■ Task details
Copy out each line of the listing below where the string "Court" appears.

■ Entries shown

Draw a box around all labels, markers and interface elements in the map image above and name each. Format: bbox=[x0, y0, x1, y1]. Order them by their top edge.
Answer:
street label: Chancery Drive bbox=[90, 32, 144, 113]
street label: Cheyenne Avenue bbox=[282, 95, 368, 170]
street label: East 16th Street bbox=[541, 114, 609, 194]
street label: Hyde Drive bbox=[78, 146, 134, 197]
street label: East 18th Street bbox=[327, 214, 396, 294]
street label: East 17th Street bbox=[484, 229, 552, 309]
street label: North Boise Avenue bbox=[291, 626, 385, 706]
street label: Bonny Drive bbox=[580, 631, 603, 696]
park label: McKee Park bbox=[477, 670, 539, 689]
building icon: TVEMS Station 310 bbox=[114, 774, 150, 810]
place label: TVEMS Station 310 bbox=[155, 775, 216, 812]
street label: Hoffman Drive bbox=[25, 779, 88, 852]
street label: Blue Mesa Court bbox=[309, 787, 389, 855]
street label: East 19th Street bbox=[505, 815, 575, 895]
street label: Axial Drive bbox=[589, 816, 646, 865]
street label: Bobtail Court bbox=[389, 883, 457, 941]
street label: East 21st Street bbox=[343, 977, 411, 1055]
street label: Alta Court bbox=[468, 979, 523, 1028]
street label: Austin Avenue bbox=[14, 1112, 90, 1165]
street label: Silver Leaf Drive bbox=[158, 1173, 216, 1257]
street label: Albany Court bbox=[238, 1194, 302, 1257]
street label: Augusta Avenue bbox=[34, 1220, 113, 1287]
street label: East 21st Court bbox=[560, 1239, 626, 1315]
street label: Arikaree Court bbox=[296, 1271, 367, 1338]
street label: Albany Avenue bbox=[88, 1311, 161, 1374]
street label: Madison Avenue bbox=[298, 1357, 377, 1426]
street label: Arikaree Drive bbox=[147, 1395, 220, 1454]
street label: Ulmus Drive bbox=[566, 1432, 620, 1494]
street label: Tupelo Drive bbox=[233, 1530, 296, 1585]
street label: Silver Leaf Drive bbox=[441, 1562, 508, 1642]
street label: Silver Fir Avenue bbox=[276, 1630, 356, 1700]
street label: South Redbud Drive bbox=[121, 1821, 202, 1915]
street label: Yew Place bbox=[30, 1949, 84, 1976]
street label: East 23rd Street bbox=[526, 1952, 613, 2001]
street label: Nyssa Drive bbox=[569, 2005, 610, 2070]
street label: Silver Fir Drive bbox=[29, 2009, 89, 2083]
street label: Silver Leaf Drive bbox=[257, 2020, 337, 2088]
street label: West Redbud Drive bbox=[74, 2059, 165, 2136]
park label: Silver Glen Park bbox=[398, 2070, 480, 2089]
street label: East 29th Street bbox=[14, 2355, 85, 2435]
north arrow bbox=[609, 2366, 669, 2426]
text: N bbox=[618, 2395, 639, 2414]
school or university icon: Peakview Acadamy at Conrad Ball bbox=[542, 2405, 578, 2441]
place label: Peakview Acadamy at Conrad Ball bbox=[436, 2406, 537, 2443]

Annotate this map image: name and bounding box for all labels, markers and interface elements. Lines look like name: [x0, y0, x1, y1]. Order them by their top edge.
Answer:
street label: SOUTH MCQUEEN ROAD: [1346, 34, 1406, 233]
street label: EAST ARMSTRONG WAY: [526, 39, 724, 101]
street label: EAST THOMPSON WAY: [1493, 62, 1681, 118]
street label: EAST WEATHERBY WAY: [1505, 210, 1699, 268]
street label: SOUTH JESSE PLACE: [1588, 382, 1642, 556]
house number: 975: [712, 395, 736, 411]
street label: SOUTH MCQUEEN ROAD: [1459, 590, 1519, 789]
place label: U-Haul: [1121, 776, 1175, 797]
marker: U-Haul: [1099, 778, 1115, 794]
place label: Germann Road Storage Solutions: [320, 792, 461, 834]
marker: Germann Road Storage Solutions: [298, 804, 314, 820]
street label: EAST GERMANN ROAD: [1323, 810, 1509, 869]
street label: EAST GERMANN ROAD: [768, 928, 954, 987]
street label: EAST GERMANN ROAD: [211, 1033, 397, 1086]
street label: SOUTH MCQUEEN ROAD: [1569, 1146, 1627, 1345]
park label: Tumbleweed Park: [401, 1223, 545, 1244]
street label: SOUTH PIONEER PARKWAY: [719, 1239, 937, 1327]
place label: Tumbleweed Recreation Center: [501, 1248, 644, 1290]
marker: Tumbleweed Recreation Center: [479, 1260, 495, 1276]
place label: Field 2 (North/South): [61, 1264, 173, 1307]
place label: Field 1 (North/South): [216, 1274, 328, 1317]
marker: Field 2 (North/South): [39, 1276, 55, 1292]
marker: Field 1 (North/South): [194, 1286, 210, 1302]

■ Task output
street label: Blue Mesa Court bbox=[309, 787, 389, 855]
street label: Bobtail Court bbox=[389, 883, 457, 941]
street label: Alta Court bbox=[468, 979, 523, 1028]
street label: Albany Court bbox=[238, 1194, 302, 1257]
street label: East 21st Court bbox=[560, 1239, 626, 1315]
street label: Arikaree Court bbox=[296, 1271, 367, 1338]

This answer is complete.